### INSTRUCTIONS FOR THE TASK
Reproduce the top of the data verbatim, through and including the line that contains "--surface:#17385c; --page:#244365; --text:#f1f3f6;".

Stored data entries
§

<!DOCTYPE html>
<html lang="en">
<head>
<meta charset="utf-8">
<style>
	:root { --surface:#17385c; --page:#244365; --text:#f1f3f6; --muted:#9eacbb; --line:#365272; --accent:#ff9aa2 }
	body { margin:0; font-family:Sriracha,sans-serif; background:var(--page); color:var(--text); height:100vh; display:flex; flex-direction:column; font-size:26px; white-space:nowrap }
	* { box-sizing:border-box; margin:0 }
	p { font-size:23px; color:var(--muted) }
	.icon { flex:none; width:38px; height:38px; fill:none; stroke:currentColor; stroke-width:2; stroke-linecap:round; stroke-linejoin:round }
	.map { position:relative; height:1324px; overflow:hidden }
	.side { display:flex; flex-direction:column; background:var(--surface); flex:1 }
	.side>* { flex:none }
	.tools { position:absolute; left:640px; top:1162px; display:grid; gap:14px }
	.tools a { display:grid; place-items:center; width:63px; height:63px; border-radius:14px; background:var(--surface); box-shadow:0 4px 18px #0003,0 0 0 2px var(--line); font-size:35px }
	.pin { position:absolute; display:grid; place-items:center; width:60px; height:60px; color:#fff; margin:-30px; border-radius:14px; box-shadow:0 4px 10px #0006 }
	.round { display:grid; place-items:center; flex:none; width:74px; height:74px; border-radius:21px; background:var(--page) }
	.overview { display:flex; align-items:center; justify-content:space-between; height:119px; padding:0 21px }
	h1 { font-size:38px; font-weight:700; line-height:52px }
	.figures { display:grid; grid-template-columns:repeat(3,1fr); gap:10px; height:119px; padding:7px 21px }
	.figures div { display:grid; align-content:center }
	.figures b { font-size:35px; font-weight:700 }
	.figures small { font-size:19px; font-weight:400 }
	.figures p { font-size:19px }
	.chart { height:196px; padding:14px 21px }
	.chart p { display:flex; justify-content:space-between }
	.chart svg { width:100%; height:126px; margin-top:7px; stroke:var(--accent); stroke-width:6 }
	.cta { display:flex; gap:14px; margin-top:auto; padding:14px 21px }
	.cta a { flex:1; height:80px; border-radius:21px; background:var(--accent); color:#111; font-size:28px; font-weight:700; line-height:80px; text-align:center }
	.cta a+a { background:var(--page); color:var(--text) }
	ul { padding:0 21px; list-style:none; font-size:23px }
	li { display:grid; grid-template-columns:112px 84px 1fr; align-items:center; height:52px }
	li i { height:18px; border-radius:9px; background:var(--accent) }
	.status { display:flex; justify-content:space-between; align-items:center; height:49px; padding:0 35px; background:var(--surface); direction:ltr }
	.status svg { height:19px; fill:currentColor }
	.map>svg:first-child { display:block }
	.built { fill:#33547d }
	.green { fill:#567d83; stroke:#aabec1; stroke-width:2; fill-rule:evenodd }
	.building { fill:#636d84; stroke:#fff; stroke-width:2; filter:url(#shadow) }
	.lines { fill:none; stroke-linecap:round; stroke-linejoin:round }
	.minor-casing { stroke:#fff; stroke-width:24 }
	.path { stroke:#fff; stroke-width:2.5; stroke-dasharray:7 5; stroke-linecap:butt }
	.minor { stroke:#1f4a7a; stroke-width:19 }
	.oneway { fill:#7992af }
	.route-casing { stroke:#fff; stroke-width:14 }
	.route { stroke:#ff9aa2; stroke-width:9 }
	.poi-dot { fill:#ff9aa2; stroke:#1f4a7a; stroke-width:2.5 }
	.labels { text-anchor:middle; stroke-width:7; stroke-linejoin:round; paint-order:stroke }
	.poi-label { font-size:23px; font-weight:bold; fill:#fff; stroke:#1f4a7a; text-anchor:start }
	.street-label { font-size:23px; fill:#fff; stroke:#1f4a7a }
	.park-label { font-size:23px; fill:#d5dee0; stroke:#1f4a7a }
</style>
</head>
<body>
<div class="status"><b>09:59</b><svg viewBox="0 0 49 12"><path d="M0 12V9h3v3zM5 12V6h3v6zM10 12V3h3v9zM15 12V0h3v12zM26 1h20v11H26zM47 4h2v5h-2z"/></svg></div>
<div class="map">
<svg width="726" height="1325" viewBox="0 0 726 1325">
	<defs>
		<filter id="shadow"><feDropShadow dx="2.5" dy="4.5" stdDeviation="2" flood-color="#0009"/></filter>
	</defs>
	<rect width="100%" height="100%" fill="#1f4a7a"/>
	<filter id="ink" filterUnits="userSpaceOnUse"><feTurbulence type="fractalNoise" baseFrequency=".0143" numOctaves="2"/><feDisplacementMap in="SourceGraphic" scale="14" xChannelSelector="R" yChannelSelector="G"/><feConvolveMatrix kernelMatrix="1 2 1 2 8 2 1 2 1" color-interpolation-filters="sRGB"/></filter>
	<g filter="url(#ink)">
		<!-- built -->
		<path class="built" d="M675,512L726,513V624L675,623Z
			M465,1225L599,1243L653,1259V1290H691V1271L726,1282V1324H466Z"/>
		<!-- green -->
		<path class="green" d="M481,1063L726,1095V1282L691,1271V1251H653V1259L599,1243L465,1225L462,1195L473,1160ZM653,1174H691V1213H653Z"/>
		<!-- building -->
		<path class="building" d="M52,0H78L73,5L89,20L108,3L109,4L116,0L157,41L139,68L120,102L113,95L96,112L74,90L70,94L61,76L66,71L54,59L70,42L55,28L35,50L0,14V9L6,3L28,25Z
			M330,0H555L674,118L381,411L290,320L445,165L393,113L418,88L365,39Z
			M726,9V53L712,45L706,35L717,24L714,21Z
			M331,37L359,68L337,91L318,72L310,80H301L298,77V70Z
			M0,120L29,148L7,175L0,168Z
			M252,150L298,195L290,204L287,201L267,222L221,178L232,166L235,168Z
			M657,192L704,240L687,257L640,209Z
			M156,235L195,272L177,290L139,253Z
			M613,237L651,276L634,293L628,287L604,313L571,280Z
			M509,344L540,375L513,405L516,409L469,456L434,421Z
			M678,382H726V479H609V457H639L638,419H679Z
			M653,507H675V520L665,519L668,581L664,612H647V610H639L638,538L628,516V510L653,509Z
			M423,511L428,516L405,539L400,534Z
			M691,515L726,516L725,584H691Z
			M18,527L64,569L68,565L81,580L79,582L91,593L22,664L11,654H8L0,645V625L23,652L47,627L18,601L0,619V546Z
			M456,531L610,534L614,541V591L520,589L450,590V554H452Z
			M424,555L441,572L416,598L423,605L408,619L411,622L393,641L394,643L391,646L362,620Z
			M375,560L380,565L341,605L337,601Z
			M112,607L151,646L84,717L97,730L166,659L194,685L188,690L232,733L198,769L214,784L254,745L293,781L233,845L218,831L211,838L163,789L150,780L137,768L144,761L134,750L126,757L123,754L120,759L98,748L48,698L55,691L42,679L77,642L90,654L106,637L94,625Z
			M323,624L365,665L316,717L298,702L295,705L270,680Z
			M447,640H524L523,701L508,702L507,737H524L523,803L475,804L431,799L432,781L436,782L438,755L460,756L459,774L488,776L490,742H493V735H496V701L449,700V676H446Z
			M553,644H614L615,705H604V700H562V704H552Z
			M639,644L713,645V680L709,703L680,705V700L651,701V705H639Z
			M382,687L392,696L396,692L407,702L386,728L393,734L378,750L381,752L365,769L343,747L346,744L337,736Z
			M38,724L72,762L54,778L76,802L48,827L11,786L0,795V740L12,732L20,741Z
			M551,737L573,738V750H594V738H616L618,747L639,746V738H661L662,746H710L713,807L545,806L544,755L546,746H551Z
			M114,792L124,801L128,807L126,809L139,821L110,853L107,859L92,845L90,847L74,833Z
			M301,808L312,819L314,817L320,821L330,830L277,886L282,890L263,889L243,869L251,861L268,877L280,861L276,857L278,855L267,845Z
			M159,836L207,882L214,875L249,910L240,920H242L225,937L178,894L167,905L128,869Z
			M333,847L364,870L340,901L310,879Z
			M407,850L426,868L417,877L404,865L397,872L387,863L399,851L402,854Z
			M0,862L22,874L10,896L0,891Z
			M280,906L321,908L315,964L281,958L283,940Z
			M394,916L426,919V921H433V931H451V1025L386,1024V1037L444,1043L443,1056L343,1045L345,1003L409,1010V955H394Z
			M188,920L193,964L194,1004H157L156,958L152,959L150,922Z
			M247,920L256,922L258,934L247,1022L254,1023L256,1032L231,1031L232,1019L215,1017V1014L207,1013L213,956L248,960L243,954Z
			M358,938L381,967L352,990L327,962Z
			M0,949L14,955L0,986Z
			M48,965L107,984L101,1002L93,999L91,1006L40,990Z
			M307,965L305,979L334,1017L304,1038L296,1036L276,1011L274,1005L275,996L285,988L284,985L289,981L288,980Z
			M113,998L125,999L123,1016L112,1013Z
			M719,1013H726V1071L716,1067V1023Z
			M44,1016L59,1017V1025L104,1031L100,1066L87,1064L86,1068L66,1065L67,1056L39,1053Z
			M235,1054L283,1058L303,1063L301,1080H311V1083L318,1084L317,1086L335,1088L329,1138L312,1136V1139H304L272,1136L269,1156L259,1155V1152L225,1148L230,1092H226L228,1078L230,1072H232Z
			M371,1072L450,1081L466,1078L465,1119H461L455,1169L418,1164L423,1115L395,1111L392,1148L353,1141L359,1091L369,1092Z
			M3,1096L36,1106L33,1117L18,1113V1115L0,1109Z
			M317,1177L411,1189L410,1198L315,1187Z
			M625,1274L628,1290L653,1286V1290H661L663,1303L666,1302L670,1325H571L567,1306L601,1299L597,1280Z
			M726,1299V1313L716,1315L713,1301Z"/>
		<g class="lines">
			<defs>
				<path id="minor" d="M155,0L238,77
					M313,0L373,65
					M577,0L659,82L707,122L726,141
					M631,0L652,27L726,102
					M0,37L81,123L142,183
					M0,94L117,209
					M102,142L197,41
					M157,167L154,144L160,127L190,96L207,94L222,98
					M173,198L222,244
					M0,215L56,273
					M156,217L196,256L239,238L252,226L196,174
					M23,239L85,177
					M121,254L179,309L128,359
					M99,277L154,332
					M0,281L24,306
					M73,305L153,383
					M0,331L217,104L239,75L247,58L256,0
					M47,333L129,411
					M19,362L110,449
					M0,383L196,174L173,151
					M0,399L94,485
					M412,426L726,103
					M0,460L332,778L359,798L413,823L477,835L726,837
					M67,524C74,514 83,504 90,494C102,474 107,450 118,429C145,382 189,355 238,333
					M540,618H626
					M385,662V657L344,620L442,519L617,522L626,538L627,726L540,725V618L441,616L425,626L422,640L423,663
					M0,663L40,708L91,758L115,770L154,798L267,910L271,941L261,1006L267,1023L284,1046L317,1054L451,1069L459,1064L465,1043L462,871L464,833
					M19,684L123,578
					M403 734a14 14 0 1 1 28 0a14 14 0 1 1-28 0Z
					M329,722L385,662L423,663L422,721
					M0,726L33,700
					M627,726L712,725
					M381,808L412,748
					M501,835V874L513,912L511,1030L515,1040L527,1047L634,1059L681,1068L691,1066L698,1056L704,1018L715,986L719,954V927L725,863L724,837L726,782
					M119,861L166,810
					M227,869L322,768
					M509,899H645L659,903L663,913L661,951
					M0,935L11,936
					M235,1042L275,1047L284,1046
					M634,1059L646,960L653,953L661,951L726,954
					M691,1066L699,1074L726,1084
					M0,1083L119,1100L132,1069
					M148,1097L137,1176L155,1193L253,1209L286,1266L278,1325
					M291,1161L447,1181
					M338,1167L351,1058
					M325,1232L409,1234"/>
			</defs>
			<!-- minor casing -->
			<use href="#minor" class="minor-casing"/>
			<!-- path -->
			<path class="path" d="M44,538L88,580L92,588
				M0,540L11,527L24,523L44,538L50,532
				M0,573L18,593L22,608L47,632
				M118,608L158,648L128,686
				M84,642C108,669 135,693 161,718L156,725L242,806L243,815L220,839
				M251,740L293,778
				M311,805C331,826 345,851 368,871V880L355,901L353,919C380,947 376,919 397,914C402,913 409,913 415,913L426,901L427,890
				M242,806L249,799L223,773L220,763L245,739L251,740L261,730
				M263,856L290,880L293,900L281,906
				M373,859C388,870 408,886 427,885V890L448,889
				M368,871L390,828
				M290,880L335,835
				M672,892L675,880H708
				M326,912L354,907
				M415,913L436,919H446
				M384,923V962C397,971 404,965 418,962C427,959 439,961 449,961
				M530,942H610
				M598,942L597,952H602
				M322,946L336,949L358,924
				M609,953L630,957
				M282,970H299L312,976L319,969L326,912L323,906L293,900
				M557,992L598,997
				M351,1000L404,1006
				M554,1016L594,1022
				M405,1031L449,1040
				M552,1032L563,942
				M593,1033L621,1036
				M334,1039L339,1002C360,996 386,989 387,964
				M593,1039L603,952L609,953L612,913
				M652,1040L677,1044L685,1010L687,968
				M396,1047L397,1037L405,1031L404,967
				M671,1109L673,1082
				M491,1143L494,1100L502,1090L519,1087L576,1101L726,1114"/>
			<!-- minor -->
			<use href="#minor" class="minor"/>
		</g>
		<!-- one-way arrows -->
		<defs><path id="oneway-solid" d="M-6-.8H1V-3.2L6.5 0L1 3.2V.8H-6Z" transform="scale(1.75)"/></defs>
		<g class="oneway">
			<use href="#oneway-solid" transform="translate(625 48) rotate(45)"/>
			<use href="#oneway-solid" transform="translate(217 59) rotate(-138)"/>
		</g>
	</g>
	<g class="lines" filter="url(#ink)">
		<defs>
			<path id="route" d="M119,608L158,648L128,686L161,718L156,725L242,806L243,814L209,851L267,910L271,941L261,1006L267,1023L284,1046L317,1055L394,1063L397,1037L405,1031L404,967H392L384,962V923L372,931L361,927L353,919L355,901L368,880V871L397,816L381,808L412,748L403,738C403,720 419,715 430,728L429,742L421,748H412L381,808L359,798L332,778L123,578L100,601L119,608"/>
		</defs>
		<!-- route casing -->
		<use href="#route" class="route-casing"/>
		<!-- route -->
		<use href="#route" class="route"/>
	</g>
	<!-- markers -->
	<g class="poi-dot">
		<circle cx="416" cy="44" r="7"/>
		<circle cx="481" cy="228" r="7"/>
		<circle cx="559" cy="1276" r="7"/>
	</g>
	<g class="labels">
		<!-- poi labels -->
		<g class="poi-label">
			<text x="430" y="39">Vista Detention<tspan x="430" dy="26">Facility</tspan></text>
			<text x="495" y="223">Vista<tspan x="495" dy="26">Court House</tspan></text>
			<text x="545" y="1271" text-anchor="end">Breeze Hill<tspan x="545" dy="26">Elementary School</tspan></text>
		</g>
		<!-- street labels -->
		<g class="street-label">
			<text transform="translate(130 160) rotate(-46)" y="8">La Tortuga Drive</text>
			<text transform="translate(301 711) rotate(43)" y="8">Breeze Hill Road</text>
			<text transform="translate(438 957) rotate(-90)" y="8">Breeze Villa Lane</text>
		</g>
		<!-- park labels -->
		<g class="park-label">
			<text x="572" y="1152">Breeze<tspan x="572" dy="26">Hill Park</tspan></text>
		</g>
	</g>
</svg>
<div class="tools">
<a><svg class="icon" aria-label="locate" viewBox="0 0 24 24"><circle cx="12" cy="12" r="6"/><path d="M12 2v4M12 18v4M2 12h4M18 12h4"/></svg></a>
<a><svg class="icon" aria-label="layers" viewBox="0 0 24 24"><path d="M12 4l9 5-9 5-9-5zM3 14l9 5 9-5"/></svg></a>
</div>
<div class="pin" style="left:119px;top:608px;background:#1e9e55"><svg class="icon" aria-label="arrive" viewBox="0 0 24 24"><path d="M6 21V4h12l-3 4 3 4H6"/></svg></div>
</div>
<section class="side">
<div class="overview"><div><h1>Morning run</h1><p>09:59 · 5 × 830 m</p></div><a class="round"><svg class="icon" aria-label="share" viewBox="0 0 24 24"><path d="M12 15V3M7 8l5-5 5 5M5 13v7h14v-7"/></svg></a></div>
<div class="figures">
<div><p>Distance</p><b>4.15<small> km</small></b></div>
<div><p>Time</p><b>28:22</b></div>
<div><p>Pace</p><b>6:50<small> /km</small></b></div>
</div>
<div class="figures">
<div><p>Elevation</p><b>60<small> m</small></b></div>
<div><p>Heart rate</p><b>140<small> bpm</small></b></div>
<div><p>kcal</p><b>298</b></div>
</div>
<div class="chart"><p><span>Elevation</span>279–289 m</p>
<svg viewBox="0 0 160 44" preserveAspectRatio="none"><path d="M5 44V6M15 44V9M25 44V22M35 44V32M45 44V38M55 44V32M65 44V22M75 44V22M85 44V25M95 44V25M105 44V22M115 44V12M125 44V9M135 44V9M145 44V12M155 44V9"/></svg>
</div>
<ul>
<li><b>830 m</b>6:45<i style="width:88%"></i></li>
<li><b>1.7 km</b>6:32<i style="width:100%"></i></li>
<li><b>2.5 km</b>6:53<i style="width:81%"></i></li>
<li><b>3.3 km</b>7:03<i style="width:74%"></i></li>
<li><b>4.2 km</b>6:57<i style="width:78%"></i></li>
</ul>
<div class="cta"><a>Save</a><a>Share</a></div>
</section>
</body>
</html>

§

### FINISHED EXERCISE
<!DOCTYPE html>
<html lang="en">
<head>
<meta charset="utf-8">
<style>
	:root { --surface:#17385c; --page:#244365; --text:#f1f3f6; --muted:#9eacbb; --line:#365272; --accent:#ff9aa2 }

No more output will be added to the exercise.